--- EXERCISE INPUTS Enclosed Below ---

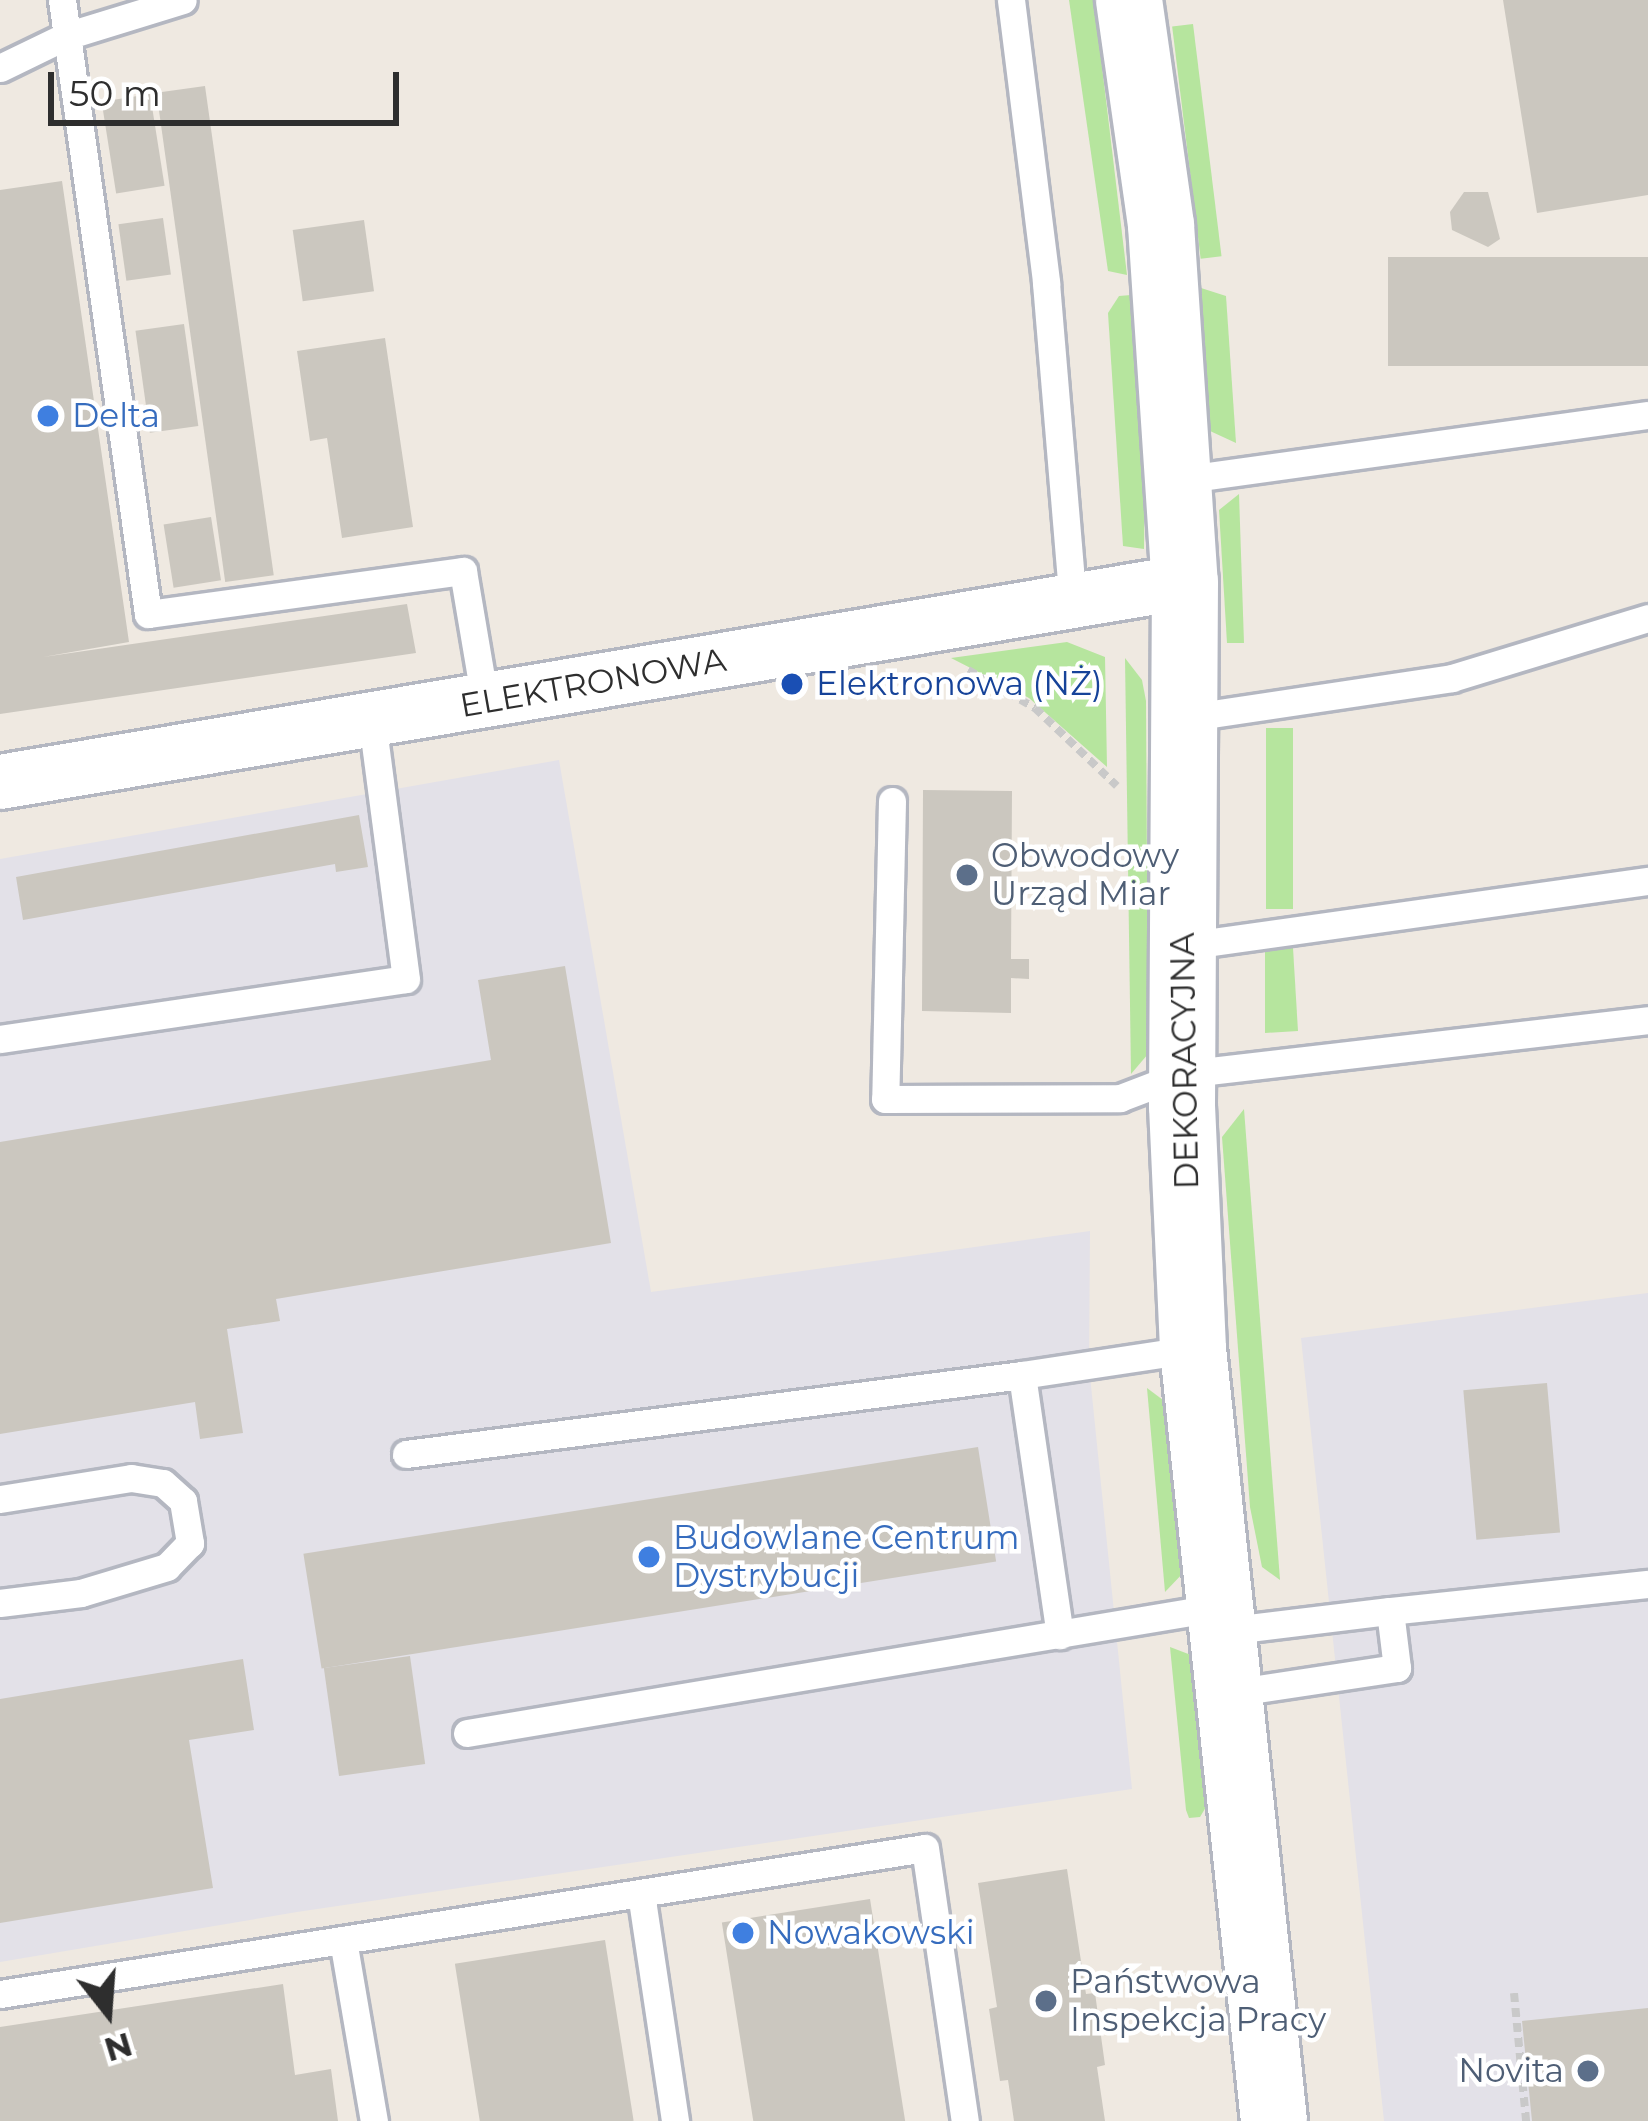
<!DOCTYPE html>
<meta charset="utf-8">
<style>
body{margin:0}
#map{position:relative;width:1648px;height:2121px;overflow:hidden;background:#efe9e1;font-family:Montserrat,sans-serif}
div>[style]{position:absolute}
.industrial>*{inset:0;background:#e3e1e8}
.green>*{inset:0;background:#b6e59e;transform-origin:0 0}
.building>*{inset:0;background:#cbc7bf;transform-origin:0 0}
.path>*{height:8px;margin-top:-4px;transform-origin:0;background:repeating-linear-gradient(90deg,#c9c9c9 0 9px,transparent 0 15px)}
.roads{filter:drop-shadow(3px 0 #b4b7c1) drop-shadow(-3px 0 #b4b7c1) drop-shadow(0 3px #b4b7c1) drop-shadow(0 -3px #b4b7c1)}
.lane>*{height:27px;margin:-13.5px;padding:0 13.5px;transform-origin:13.5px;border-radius:13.5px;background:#fff}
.street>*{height:54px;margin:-27px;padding:0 27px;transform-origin:27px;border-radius:27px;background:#fff}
.secondary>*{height:66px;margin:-33px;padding:0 33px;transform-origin:33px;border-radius:33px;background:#fff}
.dots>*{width:33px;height:33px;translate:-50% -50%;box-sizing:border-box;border:6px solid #fff;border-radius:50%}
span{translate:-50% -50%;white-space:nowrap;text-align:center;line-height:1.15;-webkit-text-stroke:9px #fff;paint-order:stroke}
.shop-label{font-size:33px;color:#366cbe}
.left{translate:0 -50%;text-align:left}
.street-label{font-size:33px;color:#2e2e2e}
.transit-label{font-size:33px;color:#164399}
.service-label{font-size:33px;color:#4e5e75}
.right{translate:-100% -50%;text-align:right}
.north{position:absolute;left:48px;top:1953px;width:120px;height:120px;-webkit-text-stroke:9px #fff;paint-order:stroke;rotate:163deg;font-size:33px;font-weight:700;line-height:48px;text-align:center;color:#2e2e2e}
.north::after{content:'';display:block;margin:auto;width:42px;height:54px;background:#2e2e2e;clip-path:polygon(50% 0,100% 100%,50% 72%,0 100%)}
.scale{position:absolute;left:48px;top:72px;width:351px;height:54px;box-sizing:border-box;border:6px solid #2e2e2e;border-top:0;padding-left:15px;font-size:36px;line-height:42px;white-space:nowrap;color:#2e2e2e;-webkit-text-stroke:9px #fff;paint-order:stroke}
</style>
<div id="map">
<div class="industrial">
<div style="clip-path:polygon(559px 760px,651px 1292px,1090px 1231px,1089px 1366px,1132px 1789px,297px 1912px,0 1962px,0 859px)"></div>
<div style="clip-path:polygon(1648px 1293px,1648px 2121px,1384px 2121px,1301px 1338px)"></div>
</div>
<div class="green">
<div style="clip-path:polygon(1069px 0,1094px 0,1127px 275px,1108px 271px)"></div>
<div style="left:1193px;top:24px;width:234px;height:21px;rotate:83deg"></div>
<div style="clip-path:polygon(1201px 288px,1226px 296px,1236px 443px,1210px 431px)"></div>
<div style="clip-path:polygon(1131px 295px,1145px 464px,1144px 549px,1123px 546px,1108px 313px,1119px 296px)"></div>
<div style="clip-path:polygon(1239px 494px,1244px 643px,1227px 643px,1219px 510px)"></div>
<div style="clip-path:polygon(1067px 642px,1105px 657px,1107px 767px,1029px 698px,951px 658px)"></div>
<div style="clip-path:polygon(1125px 658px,1142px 680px,1146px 701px,1148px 1054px,1131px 1074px)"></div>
<div style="left:1293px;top:728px;width:181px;height:27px;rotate:90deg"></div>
<div style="clip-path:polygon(1293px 948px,1298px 1031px,1265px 1033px,1265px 949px)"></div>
<div style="clip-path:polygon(1244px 1109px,1280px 1580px,1262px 1567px,1250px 1507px,1222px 1137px)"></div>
<div style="clip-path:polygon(1147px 1388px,1171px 1406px,1185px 1571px,1165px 1592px)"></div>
<div style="clip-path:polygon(1170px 1647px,1191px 1655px,1209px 1802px,1200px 1817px,1189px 1818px,1186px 1810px)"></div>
</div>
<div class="building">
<div style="clip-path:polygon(1503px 0,1648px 0,1648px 195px,1537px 213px)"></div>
<div style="left:205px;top:86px;width:494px;height:49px;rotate:82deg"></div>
<div style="left:150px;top:94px;width:93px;height:49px;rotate:81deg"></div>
<div style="clip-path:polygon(62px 181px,129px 642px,43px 657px,407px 604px,416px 653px,0 714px,0 190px)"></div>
<div style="clip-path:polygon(1464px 192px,1488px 192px,1500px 239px,1488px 247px,1452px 230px,1450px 212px)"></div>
<div style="left:163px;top:218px;width:57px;height:45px;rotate:82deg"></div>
<div style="left:364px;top:220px;width:72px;height:72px;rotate:82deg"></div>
<div style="left:1648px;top:257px;width:109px;height:260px;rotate:90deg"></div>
<div style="left:184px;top:324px;width:103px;height:49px;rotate:82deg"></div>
<div style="clip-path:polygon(385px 338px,413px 527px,342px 538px,327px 438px,310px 441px,297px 351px)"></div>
<div style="left:211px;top:517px;width:64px;height:48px;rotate:81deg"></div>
<div style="clip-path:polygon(923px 790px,1012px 791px,1011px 959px,1029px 959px,1029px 979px,1011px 978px,1011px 1013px,922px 1011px)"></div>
<div style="clip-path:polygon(359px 815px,368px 867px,336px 872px,335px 864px,23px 920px,16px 877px)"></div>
<div style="clip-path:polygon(565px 966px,611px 1243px,276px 1299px,280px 1321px,227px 1329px,243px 1433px,200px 1439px,195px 1402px,0 1434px,0 1142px,491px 1060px,478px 980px)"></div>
<div style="left:1547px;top:1383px;width:150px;height:84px;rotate:85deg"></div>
<div style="left:978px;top:1447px;width:116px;height:683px;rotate:81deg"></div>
<div style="left:410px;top:1656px;width:109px;height:87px;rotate:82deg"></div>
<div style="clip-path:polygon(243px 1659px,254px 1730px,189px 1740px,213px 1888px,0 1923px,0 1699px)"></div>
<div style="clip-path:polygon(1067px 1869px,1086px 1994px,1095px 1993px,1105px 2065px,1097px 2067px,1105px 2121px,1014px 2121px,1008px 2080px,1000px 2081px,989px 2009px,997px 2007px,978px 1883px)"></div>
<div style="left:870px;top:1899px;width:225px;height:150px;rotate:81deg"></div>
<div style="left:605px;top:1940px;width:183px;height:152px;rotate:81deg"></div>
<div style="clip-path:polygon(283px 1984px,295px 2075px,331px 2069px,338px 2121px,0 2121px,0 2027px)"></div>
<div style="clip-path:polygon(1648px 2008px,1648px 2121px,1532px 2121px,1522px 2021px)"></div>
</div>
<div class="path">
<div style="left:968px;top:670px;width:77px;rotate:29.6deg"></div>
<div style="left:1035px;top:708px;width:113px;rotate:43.6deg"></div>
<div style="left:1514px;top:1993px;width:129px;rotate:84.6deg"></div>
</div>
<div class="roads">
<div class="lane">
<div style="left:62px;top:0;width:620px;rotate:82.03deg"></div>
<div style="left:148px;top:614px;width:318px;rotate:-7.8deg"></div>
<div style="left:463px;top:571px;width:132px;rotate:80.4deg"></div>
<div style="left:1011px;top:0;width:285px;rotate:82.9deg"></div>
<div style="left:1046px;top:283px;width:320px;rotate:85.2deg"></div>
<div style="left:0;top:68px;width:73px;rotate:-25.9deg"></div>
<div style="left:66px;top:36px;width:122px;rotate:-17.1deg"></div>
<div style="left:1179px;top:480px;width:473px;rotate:-7.9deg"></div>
<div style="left:1185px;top:718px;width:270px;rotate:-8.5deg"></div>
<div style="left:1452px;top:678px;width:205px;rotate:-17deg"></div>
<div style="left:892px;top:801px;width:298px;rotate:91.3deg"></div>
<div style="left:885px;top:1099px;width:235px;rotate:-0.2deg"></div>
<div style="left:1120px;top:1098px;width:67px;rotate:-20.9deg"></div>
<div style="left:1183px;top:1074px;width:468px;rotate:-6.6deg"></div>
<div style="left:1184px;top:946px;width:469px;rotate:-8deg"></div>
<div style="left:0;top:1039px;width:410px;rotate:-8.4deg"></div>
<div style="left:406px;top:979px;width:261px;rotate:-97.5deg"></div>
<div style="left:1022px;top:1375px;width:173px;rotate:-8.6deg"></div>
<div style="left:406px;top:1454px;width:621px;rotate:-7.31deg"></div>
<div style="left:1022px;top:1375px;width:263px;rotate:81.7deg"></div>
<div style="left:0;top:1499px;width:133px;rotate:-9.1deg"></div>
<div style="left:131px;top:1478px;width:32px;rotate:9deg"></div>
<div style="left:163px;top:1483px;width:27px;rotate:42deg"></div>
<div style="left:183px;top:1501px;width:43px;rotate:80.5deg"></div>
<div style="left:190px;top:1543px;width:33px;rotate:134deg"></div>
<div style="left:167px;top:1567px;width:90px;rotate:163.2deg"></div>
<div style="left:81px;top:1593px;width:82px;rotate:173deg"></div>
<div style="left:1224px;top:1631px;width:167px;rotate:-6.9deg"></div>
<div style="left:1231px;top:1693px;width:168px;rotate:-8.6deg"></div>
<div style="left:1397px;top:1668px;width:57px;rotate:-97deg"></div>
<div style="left:1390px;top:1611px;width:259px;rotate:-6deg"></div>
<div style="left:467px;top:1733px;width:763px;rotate:-9.5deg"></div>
<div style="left:641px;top:1893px;width:231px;rotate:81.5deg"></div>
<div style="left:343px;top:1940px;width:184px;rotate:80.3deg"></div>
<div style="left:0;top:1994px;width:936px;rotate:-8.97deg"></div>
<div style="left:925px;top:1848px;width:276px;rotate:81.7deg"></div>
</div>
<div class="street">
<div style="left:0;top:782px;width:1202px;rotate:-9.58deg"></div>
</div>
<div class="secondary">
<div style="left:1129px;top:0;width:227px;rotate:81.9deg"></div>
<div style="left:1161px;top:225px;width:358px;rotate:86.2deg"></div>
<div style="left:1185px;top:582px;width:524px;rotate:90.33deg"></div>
<div style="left:1182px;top:1106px;width:243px;rotate:87.4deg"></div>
<div style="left:1193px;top:1349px;width:776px;rotate:84.01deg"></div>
</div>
</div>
<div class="dots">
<div style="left:48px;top:416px;background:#3f7fe0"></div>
<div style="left:792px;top:684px;background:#1a4fb4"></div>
<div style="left:967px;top:875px;background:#5c6f8a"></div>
<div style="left:649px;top:1557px;background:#3f7fe0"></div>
<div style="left:743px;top:1933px;background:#3f7fe0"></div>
<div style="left:1046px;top:2001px;background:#5c6f8a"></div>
<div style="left:1588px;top:2071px;background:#5c6f8a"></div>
</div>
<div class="shop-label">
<span class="left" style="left:72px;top:416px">Delta</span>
<span class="left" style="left:673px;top:1557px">Budowlane Centrum<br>Dystrybucji</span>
<span class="left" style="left:767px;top:1933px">Nowakowski</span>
</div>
<div class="street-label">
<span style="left:593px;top:683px;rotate:-10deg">ELEKTRONOWA</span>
<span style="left:1185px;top:1061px;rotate:-91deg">DEKORACYJNA</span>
</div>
<div class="transit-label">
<span class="left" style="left:816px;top:684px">Elektronowa (NŻ)</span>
</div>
<div class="service-label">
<span class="left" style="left:991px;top:875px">Obwodowy<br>Urząd Miar</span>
<span class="left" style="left:1070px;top:2001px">Państwowa<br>Inspekcja Pracy</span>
<span class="right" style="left:1564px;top:2071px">Novita</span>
</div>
<div class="north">N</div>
<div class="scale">50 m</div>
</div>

--- End of Enclosed EXERCISE INPUTS ---

> [TASK BRIEF] As you read the records above, find each line that contains "green" and copy it.

> [OUTPUT OF THE EXERCISE]
.green>*{inset:0;background:#b6e59e;transform-origin:0 0}
<div class="green">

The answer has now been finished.